I have spent time at the Minnesota capitol during a legislative session, and here is what I experienced: Democrats take you aside and complain about Republicans and Republicans take you aside and complain about Democrats. Talk about policy issues that might, just might, benefit the state and its people is secondary.

What follows is one reason why they so resent one another -- that almost never gets reported.

When a party has a majority in either house, or, as often happens, in both houses, that party’s leaders and members have their pick of offices in the capitol. Members of the party in power choose offices closest to the chambers of the House and Senate, and also the largest offices with the best views of the capitol grounds, the towers of St. Paul in the background.

Lawmakers in the majority get to choose these nice offices, personalizing them with photographs (family scenes, poses with high officials like a president) and art on the walls, knick-knacks on their desks and favorite books. Comfortable chairs are positioned for cozy conferences with constituents or school kids who are brought there for lessons in Democracy. There was a time – I don’t know if it’s still the case – that some offices had liquor cabinets where lawmakers of the same political persuasion would gather, say, at the end of the day (or after breakfast, for that matter) for a nip of scotch, a sip of vodka, or even a humble beer.

These nice offices, close to the House or Senate chambers, become a home away from home for the lawmakers, a comfort zone, a place to reflect on how accomplished and important they are, how far they’ve come in life, and where they can have thoughts like, if only gramps and gramma could see me now. Oh, and sometimes they conduct the state’s business, which most see as their party’s business.

A person can get attached to such surroundings, even enjoying a feeling of ownership, although everybody knows the offices are owned by the state, or, as they say, “we the people.”

So, when we the people speak and say we want the OTHER political party to run things, guess what? Members of the victorious political party tell the movers to vacate the nice offices of the newly minted minority – the desks, the pictures, the knick-knacks, the opposing lawmakers themselves, who are so comfortably ensconced – and gather their stuff from a much less desirable office in the basement, or even a nearby building and move into the rooms with a view.

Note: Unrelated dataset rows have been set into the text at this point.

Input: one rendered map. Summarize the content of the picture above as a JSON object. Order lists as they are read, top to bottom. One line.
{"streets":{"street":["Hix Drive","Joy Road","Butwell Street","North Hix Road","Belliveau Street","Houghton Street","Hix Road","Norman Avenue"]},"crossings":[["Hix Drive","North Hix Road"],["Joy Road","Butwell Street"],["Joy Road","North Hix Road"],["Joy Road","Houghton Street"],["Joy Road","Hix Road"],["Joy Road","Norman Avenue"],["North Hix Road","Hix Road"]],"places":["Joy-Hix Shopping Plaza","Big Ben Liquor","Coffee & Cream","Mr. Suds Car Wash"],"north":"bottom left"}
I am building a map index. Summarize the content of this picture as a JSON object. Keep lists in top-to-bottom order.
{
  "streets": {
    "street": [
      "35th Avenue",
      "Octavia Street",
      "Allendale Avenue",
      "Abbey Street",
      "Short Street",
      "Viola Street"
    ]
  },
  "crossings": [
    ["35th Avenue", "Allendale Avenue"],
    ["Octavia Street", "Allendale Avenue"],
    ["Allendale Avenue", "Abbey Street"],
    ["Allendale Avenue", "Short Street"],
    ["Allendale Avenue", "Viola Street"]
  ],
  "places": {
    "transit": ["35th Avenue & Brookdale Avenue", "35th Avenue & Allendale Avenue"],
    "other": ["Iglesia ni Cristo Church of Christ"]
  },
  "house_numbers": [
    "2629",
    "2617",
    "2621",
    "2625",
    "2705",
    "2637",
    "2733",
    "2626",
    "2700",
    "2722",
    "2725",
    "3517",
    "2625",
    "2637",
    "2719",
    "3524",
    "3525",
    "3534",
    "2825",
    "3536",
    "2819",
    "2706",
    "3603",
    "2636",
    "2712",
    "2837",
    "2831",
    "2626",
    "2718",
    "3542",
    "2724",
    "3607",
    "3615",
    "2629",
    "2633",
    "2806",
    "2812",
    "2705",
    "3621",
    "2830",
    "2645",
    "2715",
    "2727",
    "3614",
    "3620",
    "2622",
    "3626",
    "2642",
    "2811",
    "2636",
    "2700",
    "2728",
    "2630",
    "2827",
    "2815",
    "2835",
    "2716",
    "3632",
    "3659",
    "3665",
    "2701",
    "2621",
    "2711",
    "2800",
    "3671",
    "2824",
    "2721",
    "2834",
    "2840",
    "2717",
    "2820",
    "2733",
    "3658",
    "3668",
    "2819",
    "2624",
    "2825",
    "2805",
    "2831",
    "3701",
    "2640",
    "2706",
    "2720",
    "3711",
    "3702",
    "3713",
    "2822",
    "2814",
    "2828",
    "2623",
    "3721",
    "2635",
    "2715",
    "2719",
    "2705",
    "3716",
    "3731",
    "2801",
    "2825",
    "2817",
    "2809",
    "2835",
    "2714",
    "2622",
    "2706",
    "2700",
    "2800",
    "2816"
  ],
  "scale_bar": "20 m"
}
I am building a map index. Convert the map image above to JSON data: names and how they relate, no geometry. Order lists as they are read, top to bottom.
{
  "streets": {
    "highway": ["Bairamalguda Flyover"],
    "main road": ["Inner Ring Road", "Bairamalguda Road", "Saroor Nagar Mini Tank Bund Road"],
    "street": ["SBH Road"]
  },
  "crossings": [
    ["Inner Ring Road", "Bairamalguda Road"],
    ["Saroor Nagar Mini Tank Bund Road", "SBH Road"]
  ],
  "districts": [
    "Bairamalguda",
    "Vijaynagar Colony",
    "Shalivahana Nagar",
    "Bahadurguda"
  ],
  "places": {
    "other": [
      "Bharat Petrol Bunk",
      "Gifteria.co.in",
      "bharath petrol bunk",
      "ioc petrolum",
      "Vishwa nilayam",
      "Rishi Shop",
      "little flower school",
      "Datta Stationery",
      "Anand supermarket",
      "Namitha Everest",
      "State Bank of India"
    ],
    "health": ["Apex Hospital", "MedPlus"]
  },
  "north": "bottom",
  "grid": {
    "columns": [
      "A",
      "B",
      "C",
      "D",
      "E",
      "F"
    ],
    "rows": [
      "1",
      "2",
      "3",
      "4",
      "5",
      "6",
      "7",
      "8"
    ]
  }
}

The lawmakers who survived the election but whose party is no longer in power get to move into the dingy basement offices formerly occupied by some of the people who will be moving into their nice offices.

That’s the way it works.

So if you ever talk quietly with a lawmaker and he or she rails against lawmakers of the other party, you’ll know one reason why they resent each other so much. It’s not fun to be kicked out of your home away from home.

And it’s coming to Minnesota in January.